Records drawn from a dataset
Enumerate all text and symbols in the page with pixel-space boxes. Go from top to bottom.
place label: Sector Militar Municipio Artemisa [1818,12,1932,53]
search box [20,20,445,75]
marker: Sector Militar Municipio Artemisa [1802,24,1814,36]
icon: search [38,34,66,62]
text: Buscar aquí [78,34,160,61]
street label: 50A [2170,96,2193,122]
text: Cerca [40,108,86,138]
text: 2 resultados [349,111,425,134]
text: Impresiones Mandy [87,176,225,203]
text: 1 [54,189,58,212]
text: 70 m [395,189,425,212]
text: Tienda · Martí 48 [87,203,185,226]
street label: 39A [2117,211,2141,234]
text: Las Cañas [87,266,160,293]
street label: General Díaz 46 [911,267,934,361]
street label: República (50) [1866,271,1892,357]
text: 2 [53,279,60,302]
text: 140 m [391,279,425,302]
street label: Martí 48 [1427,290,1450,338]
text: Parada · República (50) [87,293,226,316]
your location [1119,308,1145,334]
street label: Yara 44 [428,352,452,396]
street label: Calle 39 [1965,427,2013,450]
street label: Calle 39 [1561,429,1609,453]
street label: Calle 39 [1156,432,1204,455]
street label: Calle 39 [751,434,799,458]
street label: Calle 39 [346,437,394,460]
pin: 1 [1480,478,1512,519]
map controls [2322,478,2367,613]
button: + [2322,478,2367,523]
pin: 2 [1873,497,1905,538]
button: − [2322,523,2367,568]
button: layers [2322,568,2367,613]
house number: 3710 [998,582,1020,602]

**AIM OF THE EXERCISE:** Would you please give all of the records again exactly as they stand?

**REPLY:**
Enumerate all text and symbols in the page with pixel-space boxes. Go from top to bottom.
place label: Sector Militar Municipio Artemisa [1818,12,1932,53]
search box [20,20,445,75]
marker: Sector Militar Municipio Artemisa [1802,24,1814,36]
icon: search [38,34,66,62]
text: Buscar aquí [78,34,160,61]
street label: 50A [2170,96,2193,122]
text: Cerca [40,108,86,138]
text: 2 resultados [349,111,425,134]
text: Impresiones Mandy [87,176,225,203]
text: 1 [54,189,58,212]
text: 70 m [395,189,425,212]
text: Tienda · Martí 48 [87,203,185,226]
street label: 39A [2117,211,2141,234]
text: Las Cañas [87,266,160,293]
street label: General Díaz 46 [911,267,934,361]
street label: República (50) [1866,271,1892,357]
text: 2 [53,279,60,302]
text: 140 m [391,279,425,302]
street label: Martí 48 [1427,290,1450,338]
text: Parada · República (50) [87,293,226,316]
your location [1119,308,1145,334]
street label: Yara 44 [428,352,452,396]
street label: Calle 39 [1965,427,2013,450]
street label: Calle 39 [1561,429,1609,453]
street label: Calle 39 [1156,432,1204,455]
street label: Calle 39 [751,434,799,458]
street label: Calle 39 [346,437,394,460]
pin: 1 [1480,478,1512,519]
map controls [2322,478,2367,613]
button: + [2322,478,2367,523]
pin: 2 [1873,497,1905,538]
button: − [2322,523,2367,568]
button: layers [2322,568,2367,613]
house number: 3710 [998,582,1020,602]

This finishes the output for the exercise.